The performance of a DDL operation is largely determined by whether the operation is performed instantly, in place, and whether it rebuilds the table.
To assess the relative performance of a DDL operation, you can
compare results using ALGORITHM=INSTANT
,
ALGORITHM=INPLACE
, and
ALGORITHM=COPY
. A statement can also be run
with old_alter_table
enabled to
force the use of ALGORITHM=COPY
.
For DDL operations that modify table data, you can determine whether a DDL operation performs changes in place or performs a table copy by looking at the “rows affected” value displayed after the command finishes. For example:
Changing the default value of a column (fast, does not affect the table data):
Query OK, 0 rows affected (0.07 sec)
Adding an index (takes time, but
0 rows affected
shows that the table is not copied):Query OK, 0 rows affected (21.42 sec)
Changing the data type of a column (takes substantial time and requires rebuilding all the rows of the table):
Query OK, 1671168 rows affected (1 min 35.54 sec)
Before running a DDL operation on a large table, check whether the operation is fast or slow as follows:
Clone the table structure.
Populate the cloned table with a small amount of data.
Run the DDL operation on the cloned table.
Check whether the “rows affected” value is zero or not. A nonzero value means the operation copies table data, which might require special planning. For example, you might do the DDL operation during a period of scheduled downtime, or on each replica server one at a time.
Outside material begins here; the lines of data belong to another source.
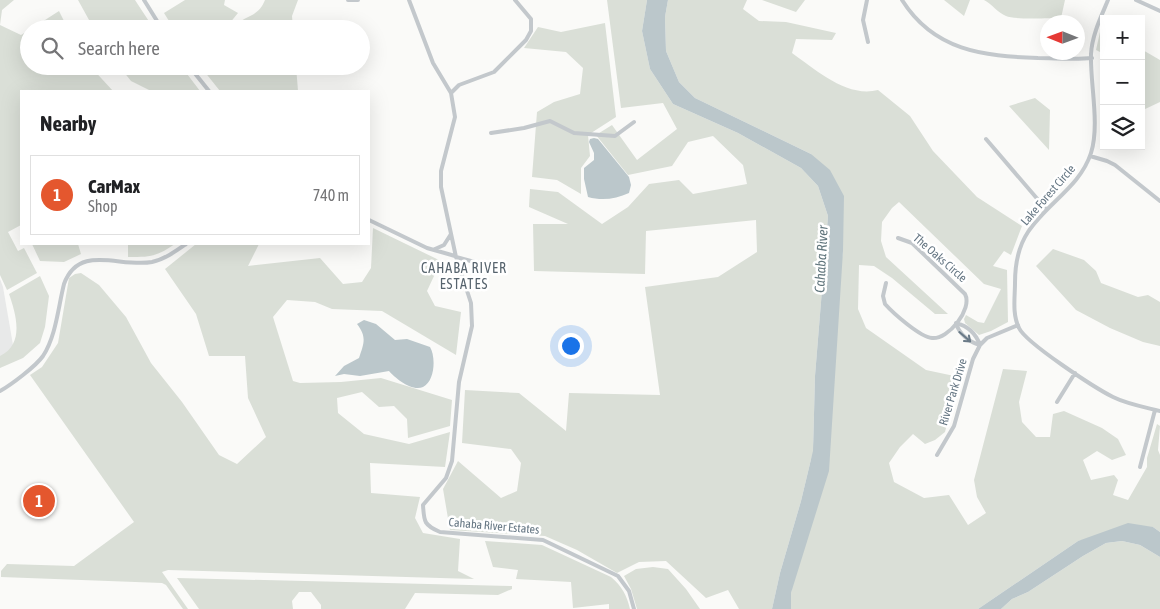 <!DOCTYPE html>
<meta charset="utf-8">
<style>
body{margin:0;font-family:"Asap Condensed",sans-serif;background:#f2f2f2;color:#202124}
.controls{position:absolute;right:15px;top:15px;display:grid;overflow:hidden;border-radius:0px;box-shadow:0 5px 20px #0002}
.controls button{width:45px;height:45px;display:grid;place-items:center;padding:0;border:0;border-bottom:1px solid #e0e0e0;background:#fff;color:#202124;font:25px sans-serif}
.compass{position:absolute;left:1040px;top:15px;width:45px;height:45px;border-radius:50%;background:#fff;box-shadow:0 5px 20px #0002;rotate:271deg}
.you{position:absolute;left:570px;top:345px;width:18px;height:18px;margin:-12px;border:4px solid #fff;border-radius:50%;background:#1a73e8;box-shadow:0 0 0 8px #1a73e833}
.badge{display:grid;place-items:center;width:32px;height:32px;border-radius:50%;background:#e4572e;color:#fff;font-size:16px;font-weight:700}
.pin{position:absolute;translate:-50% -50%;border:2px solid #fff;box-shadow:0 1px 5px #0006}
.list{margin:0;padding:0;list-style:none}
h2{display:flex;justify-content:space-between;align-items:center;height:65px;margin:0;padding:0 20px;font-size:21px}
h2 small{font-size:16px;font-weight:400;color:#757577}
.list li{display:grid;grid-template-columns:32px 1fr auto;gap:15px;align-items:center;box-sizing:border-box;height:80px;margin:0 10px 10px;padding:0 10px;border:1px solid #e0e0e0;border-radius:0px}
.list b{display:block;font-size:19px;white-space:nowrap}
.list p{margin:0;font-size:16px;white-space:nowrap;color:#757577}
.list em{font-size:16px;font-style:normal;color:#757577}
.icon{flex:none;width:28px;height:28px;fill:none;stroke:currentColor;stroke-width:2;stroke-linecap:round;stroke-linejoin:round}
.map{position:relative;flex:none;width:1160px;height:609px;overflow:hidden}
.search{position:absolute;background:#fff;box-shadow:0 5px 20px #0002;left:20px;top:20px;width:350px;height:55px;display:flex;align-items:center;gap:12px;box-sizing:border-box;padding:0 18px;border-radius:28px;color:#757577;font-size:19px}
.panel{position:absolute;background:#fff;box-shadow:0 5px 20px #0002;left:20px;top:90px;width:350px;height:155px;border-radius:0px}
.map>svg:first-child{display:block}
</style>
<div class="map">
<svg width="1160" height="609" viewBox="0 0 1160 609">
<rect width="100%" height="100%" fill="#fafaf8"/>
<!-- built -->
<path fill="#e8e9e9" d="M0,279l3,8 10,58 -13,23z"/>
<!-- green -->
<path fill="#dadfd7" d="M0,0h14l-12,10 -2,15 21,10 8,-5v36h61l23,25h-92v134l-13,7 10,19 6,-3 13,25 -30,17 -7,-15z
M78,0h57l19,29h-60z
M185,0h40l-1,5 14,8 -9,11v5h-55l-10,-16z
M265,0h33l-6,16 1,13h-59c8,-15 23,-9 31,-29z
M607,0h40l-5,31 8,38 23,35 65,29 63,35 17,18 10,30 -13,160 -2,75 -12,50 -21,72 -8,36h-33l-11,-19 -22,8 -40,-37 -27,1 -22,11 -40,-23 -32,-14 -95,-6 -7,-41 15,-28 43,37 16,-7 4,-28 -10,-14 -49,-6 3,-53 54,3 47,38 3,-38 91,2 -15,-108 73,-10 39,-25 -1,-32 -110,11 -1,43 -111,-3 -1,-47h35l-39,-17 1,-18 28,3 44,32 26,-17 21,-23 30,-4 14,14 54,-10 -4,-19 -30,-29 -25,6 -16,24 -44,9 -32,-40 16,-10 25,35 40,-31 -14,-26 -42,5z
M668,0h79l-4,9 16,12 27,1 50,11 -4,7 -36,-1 -4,14c24,17 55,45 86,37l32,26 23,35 44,46 45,29 -11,29 -7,-4 -11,15 14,4 1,52 -17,9 -12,4 -14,-12 -1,-4 2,-4 12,7 6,1 17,-34 -17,-5 -85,-82 -7,6 -10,14 -1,19 5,16 62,57h-13l-43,-36 -18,-12 -15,-1 -1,44 8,19 60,42 33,7 -14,55 -10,8 -10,4 -12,-10 -13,13 -11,16 5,19 30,16 25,-3 19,30 18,-12 -9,-16 -3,-17 29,-111 24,2 -8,31 3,20 14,15h14l3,-23 11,-3 38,17 16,11 8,16 -14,5 -15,-9 -14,9 8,20 23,-5 4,5 -5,15 15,5 19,-33v-9l10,-34 3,2 -2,24 2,5v77l-7,-5 -75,14 -100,68h-187v-16l52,-342 -32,-97 -116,-56 -16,-16 -13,-31 -1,-34z
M762,0h43l-9,12z
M944,0h26l-6,16z
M984,0h81l-4,18c-11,0 -47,2 -55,-2 -8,-3 -14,-12 -22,-16z
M59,11l9,18h-37z
M605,23l11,94 -28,18 2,21 -9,12v26l-24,-14 -25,-3 5,-65 17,-10 26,-8 3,-26 -17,-16 -42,-4 14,-21 23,5z
M1100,32l4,1v21l-8,-4z
M1141,49l19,11v42l-17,8 -2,-6z
M119,66h62l19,25h-49l-20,-10z
M200,66c10,0 19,3 29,0h67l2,25h-78z
M1035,98l15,12 -1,40 -40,-44z
M373,228l68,33 -14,30 8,15 26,6 -5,43 -74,-44 -50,-2 -17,-7 -28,-2 -14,17 20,64 7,2 41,-1 40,-4 71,22 -2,26 -42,12 -1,-19 -13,-13 -15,1 -17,-15 -25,6 1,15 26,21 45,10 41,-12 -5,35 -75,-4 1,30 49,4 -5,21 8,15 37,6 -2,32 16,8 -306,-9 -6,2 26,37h-5l-17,-24 -4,-2 -161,-6v-6l6,-7 67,2 60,-44 -104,-147 12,-8 16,-24 11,-65 6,-4 6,-1 18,12 27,32 25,46 31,39 37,53 18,9 29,-27 -18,-39 -3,-42h-36l-13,-42 -31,-45 31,-25h63l-11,22 72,-8 23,26 19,-2 9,-14z
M32,244h46l3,10 -17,8 -24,-1z
M128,244h47c-19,13 -25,13 -47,13z
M1053,249l31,11 12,11 5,12 37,14 10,-2 12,7v44l-17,-4 -33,-14 -34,-18 -40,-44z
M40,276l9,20 -4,31 -5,16 -17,15 -23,10v-12c25,-12 16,-42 9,-62z
M485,541l57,4 69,32c11,9 16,19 19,32h-21v-5l-36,4 -2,-26 -55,-3 2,-9 -25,-3z
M1122,541l18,4 20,12v52h-159l11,-10 16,-7 55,-36 23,-13z
M653,567l15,2 18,20 14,20h-63l-6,-20 -7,-13 12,-7z
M177,578l335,8v3l-14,6 -83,-2 -10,16h-84v-4l-10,-13h-12l-7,9 1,8h-94z"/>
<!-- water -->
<path fill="#bbc7cb" d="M647,0h21l-3,17 1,34 13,31 16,16 116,56 19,16 14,26 -1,55 -14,220 -38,122v16h-19l8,-36 21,-72 12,-50 2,-75 13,-160 -10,-30 -17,-18 -63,-35 -65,-29 -23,-35 -8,-38z
M594,138l4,1 31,38 2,8 -2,8c-13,6 -27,8 -41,4l-4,-18v-11l10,-8v-7l-5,-11 1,-3z
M364,320l12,4 19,16 12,-1 23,8c6,10 5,34 -7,40 -11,5 -28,-9 -34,-16l-29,5 -16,-2 -9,2 9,-10 15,-8c5,-15 8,-21 -2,-34z
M1128,523l25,4 7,5v25l-20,-12 -18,-4 -16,2 -23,13 -55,36 -16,7 -11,10h-23l100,-68z"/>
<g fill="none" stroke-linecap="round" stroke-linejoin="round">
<!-- minor -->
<path stroke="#c3c8cc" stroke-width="4" d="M144,0l18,29
M348,0h10
M409,0l24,63 18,30 4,24 -14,54v16l15,70 15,46 1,23 -13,56 -7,79 -6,17 -23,27c1,17 1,20 17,27l103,8 75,36 11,15 5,18
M867,0l-4,20 5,22
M902,0c32,51 81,56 136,58 17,0 36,2 54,0
M1108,0c-7,17 -16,35 -17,54 -1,30 9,70 0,99 -11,34 -44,50 -63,79 -10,15 -13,32 -13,51 0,14 -3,31 4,45 7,15 76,60 94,69 14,7 31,10 47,14
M1136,0l24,11
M189,66l20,25
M451,93l8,-8 35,-13 32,-32 5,-9v-12l-16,-19
M491,133l33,-5 26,-7 24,12 41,3 19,-14
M986,139l60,70
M1090,156l17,5 8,4 45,36
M369,220l58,28 28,8
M435,249l9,-4 7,-11
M456,257l37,10 12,-3
M886,283l-3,13 2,8c8,9 35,33 47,34 16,2 41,-29 33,-44l-53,-51 -14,-5
M956,323c3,11 13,19 24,22
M956,323c12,3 20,11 24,22
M0,391c11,-6 36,-25 43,-35 13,-20 15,-48 21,-72 15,-41 56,-16 88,-22 13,-3 24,-11 34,-18
M1057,402l18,-29
M937,455l17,-29 19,-67 7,-14 7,-7 31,-13
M1140,467l15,-57"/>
</g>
<!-- one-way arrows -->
<defs><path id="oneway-shaft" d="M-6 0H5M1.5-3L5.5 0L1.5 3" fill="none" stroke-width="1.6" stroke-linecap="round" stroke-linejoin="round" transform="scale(1.25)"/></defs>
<use stroke="#6a7a87" href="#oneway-shaft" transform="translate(965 337) rotate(41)"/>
<g text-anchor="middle" stroke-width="5" stroke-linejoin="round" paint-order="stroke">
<!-- street labels -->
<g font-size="12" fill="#657683" stroke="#fff">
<text transform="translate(1048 195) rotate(-49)" y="4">Lake Forest Circle</text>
<text transform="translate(940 258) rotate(41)" y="4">The Oaks Circle</text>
<text transform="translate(953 392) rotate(-73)" y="4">River Park Drive</text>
<text transform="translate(494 526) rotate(5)" y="4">Cahaba River Estates</text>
</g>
<!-- water labels -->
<g font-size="14" font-style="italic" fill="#60757c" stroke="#fff">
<text transform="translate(821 259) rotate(-87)" y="5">Cahaba River</text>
</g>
<!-- neighbourhood labels -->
<g font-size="14" letter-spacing="1" fill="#57646e" stroke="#fff">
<text x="464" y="273">CAHABA RIVER<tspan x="464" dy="16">ESTATES</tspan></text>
</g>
</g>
</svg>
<div class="controls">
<button>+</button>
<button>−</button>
<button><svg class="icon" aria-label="layers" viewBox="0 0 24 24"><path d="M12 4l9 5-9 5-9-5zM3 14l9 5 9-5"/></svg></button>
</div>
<svg class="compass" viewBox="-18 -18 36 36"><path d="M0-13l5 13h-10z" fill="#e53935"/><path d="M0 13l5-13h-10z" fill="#757577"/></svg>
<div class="you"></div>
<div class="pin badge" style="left:39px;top:501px">1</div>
<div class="search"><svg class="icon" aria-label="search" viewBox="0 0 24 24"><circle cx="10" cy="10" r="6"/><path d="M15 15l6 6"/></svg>Search here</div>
<section class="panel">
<h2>Nearby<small></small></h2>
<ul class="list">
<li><span class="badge">1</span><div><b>CarMax</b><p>Shop</p></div><em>740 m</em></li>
</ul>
</section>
</div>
For a greater understanding of the MySQL processing associated
with a DDL operation, examine Performance Schema and
INFORMATION_SCHEMA
tables related to
InnoDB
before and after DDL operations to
see the number of physical reads, writes, memory allocations,
and so on.
Performance Schema stage events can be used to monitor
ALTER TABLE
progress. See
Section 17.16.1, “Monitoring ALTER TABLE Progress for InnoDB Tables Using Performance
Schema”.
Because there is some processing work involved with recording the changes made by concurrent DML operations, then applying those changes at the end, an online DDL operation could take longer overall than the table-copy mechanism that blocks table access from other sessions. The reduction in raw performance is balanced against better responsiveness for applications that use the table. When evaluating the techniques for changing table structure, consider end-user perception of performance, based on factors such as load times for web pages.